Your answer should consist of the lines in the following data that contain "canvas".

- **Excerpts from a dataset**
- Opening Delimiter -
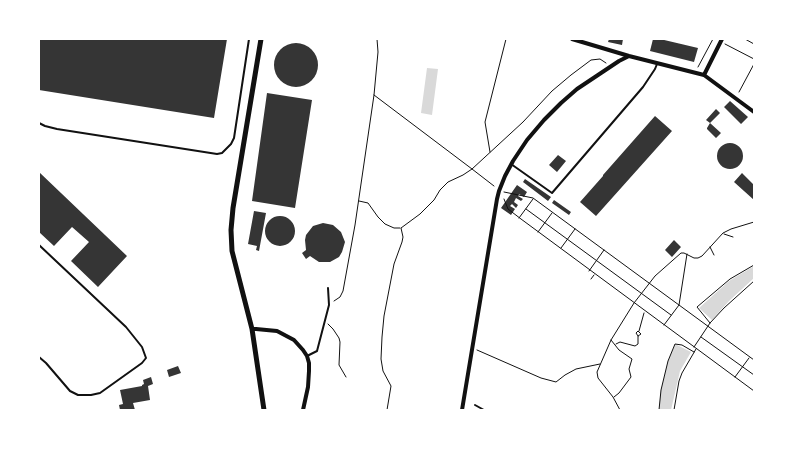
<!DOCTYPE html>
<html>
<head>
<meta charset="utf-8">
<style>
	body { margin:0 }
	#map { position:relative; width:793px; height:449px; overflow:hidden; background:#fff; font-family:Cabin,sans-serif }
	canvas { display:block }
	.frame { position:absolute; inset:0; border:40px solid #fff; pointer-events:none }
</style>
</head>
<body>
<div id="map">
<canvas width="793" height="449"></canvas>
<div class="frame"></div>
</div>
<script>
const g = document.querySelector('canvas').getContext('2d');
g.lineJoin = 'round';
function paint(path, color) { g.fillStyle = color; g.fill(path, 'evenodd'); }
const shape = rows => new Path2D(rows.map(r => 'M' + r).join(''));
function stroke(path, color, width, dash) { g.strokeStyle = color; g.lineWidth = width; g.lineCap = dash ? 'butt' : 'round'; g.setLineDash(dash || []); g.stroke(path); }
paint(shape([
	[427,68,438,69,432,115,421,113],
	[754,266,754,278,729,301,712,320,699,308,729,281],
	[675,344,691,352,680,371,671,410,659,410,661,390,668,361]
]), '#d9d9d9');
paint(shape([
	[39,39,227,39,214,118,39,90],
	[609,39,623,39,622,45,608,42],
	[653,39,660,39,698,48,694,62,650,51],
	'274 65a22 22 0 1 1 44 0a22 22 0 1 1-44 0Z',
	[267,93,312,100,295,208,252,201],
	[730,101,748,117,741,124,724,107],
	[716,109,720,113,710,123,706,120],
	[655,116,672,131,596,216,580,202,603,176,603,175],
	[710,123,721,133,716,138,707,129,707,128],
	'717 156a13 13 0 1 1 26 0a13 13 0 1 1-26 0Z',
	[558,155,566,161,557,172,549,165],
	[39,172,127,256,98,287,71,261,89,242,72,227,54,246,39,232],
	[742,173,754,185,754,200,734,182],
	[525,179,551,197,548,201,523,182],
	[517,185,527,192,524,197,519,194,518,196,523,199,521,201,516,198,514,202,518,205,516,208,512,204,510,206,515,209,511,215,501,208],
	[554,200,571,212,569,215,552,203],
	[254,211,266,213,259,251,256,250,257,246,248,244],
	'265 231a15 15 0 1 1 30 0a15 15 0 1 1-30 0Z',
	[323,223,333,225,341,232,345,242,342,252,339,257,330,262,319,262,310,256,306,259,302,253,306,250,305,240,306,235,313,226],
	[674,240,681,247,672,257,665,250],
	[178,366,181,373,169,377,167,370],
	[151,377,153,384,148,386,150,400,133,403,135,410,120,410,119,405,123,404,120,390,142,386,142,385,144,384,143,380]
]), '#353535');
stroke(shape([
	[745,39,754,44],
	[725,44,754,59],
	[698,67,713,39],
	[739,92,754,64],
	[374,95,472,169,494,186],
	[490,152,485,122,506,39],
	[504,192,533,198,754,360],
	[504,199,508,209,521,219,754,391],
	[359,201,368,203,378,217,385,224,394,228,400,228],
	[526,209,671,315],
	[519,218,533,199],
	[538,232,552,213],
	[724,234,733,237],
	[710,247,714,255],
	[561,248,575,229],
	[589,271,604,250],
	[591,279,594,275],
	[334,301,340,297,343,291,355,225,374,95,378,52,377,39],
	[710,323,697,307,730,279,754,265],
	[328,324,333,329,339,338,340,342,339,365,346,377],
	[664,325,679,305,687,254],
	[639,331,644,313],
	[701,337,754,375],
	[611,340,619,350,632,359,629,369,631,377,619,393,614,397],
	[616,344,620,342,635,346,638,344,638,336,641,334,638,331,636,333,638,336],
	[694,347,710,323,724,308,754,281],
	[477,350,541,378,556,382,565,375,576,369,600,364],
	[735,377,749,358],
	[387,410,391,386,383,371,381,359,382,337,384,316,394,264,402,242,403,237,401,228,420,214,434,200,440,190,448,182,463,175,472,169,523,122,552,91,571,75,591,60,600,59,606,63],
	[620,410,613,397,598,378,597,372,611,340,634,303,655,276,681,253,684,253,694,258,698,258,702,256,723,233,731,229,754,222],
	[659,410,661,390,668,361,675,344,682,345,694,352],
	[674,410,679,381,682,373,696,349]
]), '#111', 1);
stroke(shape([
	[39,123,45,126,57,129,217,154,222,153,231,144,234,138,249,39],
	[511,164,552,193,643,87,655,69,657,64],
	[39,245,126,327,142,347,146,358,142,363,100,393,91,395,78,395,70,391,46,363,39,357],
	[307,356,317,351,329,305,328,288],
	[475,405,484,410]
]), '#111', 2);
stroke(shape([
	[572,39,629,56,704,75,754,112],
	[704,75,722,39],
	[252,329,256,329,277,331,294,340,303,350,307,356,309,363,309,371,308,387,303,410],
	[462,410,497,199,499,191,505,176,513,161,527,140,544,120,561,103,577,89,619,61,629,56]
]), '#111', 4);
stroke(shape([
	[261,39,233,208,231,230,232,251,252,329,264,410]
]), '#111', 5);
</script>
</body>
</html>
- Closing Delimiter -
- **Task response**
	canvas { display:block }
<canvas width="793" height="449"></canvas>
const g = document.querySelector('canvas').getContext('2d');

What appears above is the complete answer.